A minimum of 8 credits from foundation coursework is required for admission to the Urban Teacher Program.
Social Science Foundation Courses (9-10 credits)
All three courses are required.
This course introduces students to the concepts and tools used by geographers to think critically about the relationship between humans and their environment. Geographers use this focus to answer contemporary questions of political, economic, social and environmental concern. This course is designed to help students understand the role human and physical geographies play in shaping individuals' experiences and understanding of the world.
Full course description for Introduction to Geography
This course introduces students to the structure of American government, the core ideas and values that underlie it, and approaches to effective civic engagement. Through reading, class exercises, and case studies students gain an understanding of how American political institutions function and how to engage in meaningful political action.
Full course description for Introduction to US Politics and Government
This course is an introduction to the sociological perspective. Students examine the social processes that shape societies and the course of their histories. The social nature of biographies is explored through the study of the family and socialization, education and work, bureaucracy and the economy, gender, social class, and race and ethnicity.
Full course description for Introduction to Sociology
SSCI 100 may be taken as a substitute for SOC 101.
History Foundation Courses (9 credits)
Choose three of the four courses listed below:
This survey course traces U.S. development through colonial times, the making of the Republic, and the nineteenth century up to and including the Civil War. Students and instructor work together in solving historical problems and learning historical skills.
Full course description for The American Past: To 1865
This survey course traces U.S. development from the end of the Civil War until the present day. Students study post war Reconstruction in the South, the return of legal and social discrimination against African Americans, the advent and results of the Industrial Revolution, the making of modern capitalism, the increasing political and economic roles of women, the two World Wars, and America as a world power and multiethnic society.

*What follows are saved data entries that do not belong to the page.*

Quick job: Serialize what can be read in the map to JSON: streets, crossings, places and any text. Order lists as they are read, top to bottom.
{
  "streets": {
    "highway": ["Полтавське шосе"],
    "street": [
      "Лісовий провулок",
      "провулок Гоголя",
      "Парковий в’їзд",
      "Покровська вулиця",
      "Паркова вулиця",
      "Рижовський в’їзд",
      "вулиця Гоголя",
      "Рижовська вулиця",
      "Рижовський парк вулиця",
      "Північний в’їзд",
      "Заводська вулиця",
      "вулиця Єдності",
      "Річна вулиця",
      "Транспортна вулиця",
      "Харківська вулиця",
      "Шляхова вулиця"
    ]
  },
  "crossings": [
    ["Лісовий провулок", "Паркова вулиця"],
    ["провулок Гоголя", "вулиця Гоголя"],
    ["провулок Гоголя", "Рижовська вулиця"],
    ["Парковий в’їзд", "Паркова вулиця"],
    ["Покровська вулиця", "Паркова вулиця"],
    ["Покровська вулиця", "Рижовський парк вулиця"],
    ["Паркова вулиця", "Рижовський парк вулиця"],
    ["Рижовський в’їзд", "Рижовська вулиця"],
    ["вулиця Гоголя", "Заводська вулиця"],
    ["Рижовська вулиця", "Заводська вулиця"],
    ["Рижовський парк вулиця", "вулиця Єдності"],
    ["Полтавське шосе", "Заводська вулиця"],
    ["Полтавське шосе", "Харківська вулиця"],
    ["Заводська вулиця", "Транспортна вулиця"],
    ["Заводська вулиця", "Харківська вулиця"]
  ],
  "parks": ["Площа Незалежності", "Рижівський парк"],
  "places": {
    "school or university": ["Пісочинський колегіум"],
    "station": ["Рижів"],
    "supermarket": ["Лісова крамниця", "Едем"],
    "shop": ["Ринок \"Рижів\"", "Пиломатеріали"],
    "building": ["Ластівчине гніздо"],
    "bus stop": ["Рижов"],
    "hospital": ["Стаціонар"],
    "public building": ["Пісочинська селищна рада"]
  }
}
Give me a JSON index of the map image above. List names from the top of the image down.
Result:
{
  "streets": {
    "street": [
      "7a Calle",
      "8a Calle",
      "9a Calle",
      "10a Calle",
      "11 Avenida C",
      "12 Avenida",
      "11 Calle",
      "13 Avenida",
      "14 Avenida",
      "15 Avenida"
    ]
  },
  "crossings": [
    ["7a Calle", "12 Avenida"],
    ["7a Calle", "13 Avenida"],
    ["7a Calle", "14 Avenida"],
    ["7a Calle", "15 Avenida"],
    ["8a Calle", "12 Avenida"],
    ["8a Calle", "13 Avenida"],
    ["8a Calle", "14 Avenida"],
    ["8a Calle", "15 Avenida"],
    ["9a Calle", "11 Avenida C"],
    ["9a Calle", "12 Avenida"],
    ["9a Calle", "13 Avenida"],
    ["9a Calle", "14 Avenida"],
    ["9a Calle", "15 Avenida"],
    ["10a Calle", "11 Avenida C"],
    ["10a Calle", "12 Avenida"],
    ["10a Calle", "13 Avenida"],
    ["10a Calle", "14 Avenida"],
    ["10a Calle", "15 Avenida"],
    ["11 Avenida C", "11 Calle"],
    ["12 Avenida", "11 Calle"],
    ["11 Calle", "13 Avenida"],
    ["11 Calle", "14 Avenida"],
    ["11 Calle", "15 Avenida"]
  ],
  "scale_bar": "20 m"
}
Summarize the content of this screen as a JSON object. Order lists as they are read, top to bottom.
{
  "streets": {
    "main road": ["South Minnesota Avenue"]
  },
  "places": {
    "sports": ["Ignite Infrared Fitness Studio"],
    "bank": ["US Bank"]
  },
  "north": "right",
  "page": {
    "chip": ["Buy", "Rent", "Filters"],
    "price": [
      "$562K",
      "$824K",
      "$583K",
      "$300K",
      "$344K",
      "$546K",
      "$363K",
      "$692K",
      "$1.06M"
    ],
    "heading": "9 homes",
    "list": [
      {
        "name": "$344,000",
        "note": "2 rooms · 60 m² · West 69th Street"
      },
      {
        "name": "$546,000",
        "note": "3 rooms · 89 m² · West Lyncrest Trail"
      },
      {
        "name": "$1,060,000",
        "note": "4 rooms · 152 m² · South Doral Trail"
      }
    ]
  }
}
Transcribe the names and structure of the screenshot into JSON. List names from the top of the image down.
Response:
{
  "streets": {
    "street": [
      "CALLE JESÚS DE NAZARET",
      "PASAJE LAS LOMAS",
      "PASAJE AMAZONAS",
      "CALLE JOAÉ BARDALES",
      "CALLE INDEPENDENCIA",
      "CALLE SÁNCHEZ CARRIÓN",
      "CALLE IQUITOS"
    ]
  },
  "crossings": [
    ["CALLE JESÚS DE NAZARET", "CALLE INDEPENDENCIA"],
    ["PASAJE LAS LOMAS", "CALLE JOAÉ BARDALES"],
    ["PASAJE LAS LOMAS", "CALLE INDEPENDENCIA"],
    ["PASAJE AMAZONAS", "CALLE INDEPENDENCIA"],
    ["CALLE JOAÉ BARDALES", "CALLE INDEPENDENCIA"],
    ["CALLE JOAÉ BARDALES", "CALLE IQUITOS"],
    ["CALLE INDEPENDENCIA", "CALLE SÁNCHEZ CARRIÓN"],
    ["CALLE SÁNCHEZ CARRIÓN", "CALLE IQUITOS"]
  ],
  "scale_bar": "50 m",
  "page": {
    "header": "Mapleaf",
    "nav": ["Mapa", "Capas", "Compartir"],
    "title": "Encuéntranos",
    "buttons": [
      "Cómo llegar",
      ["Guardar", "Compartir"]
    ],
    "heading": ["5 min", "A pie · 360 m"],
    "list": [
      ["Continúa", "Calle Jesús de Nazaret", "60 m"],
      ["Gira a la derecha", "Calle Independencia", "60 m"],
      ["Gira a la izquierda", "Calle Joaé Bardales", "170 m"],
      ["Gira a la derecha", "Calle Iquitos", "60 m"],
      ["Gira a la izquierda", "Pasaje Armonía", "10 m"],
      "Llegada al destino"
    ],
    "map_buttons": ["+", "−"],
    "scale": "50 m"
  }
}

Full course description for The American Past: From 1865
Does the world have a history? This course is based on an affirmative answer to the question. A history of the world must be more than a mere compendium of facts about disparate societies and traditions. In this course students study the interactions among far-flung civilizations in ancient and medieval times. However, for most of the period considered in this course, those interactions were quite limited. Therefore, a coherent account of human history as a whole before the modern era emerges in large measure from comparisons among independently developing societies, and from a search for common patterns of development. Both similarities and important differences receive due attention. Topics include: the change from hunter-gatherer societies to sedentary agriculture; the rise of cities, social stratification, and the beginnings of written culture and organized religion; the complex civilizations and empires of West Asia, East Asia, Africa, Mesoamerica, and Europe; gender…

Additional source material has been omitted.